*Assignment*.
Report every line of the data where the string "their" appears.

Stored items from a collection:
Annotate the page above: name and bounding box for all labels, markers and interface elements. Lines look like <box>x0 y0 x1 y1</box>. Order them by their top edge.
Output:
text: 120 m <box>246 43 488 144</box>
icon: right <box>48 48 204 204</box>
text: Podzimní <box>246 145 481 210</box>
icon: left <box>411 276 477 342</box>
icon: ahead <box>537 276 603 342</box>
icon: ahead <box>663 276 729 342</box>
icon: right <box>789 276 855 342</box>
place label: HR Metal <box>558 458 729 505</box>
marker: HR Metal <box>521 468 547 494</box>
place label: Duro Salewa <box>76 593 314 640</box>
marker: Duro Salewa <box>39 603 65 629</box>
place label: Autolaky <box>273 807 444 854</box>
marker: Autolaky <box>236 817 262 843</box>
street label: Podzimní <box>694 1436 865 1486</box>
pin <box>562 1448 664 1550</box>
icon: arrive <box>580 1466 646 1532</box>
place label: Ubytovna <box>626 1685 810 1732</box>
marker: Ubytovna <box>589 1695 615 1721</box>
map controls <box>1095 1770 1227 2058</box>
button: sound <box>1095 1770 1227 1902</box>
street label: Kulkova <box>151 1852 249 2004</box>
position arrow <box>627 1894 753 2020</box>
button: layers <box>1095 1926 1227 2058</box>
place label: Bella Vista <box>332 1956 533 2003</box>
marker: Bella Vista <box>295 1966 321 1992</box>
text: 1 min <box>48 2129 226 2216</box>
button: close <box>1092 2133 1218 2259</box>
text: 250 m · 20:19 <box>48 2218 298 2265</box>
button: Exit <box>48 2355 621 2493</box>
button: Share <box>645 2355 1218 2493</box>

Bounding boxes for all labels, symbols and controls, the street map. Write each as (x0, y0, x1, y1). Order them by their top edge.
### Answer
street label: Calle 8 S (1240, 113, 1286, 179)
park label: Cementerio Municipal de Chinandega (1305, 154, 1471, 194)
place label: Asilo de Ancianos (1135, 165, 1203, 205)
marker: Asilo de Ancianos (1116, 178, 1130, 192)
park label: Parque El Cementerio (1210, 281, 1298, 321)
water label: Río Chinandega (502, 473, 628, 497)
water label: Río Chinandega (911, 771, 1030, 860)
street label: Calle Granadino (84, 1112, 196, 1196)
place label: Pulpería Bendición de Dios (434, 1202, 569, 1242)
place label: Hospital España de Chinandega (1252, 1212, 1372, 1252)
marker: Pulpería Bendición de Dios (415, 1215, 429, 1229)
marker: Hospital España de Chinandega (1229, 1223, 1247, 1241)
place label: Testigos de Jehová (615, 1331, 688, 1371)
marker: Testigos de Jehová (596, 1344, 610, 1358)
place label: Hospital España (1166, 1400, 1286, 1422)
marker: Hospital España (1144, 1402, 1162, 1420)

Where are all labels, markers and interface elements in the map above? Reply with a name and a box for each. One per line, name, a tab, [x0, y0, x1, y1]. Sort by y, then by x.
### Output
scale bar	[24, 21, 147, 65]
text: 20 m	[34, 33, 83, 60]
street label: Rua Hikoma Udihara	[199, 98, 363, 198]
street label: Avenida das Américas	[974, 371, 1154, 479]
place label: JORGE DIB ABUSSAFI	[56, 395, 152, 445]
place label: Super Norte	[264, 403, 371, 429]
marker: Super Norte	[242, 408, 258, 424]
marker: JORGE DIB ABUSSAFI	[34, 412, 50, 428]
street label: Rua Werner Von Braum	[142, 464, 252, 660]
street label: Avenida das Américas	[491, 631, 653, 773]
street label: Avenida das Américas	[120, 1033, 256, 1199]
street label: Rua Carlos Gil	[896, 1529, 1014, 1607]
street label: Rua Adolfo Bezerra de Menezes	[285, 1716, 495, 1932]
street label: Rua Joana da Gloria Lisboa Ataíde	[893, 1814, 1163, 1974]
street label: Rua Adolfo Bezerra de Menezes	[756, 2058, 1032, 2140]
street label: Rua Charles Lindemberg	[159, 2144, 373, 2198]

*Solution to the problem*.
Annotate the page above: name and bounding box for all labels, markers and interface elements. Lines look like <box>x0 y0 x1 y1</box>. Order them by their top edge.
Bounding boxes for all labels, symbols and controls, the street map. Write each as (x0, y0, x1, y1). Order them by their top edge.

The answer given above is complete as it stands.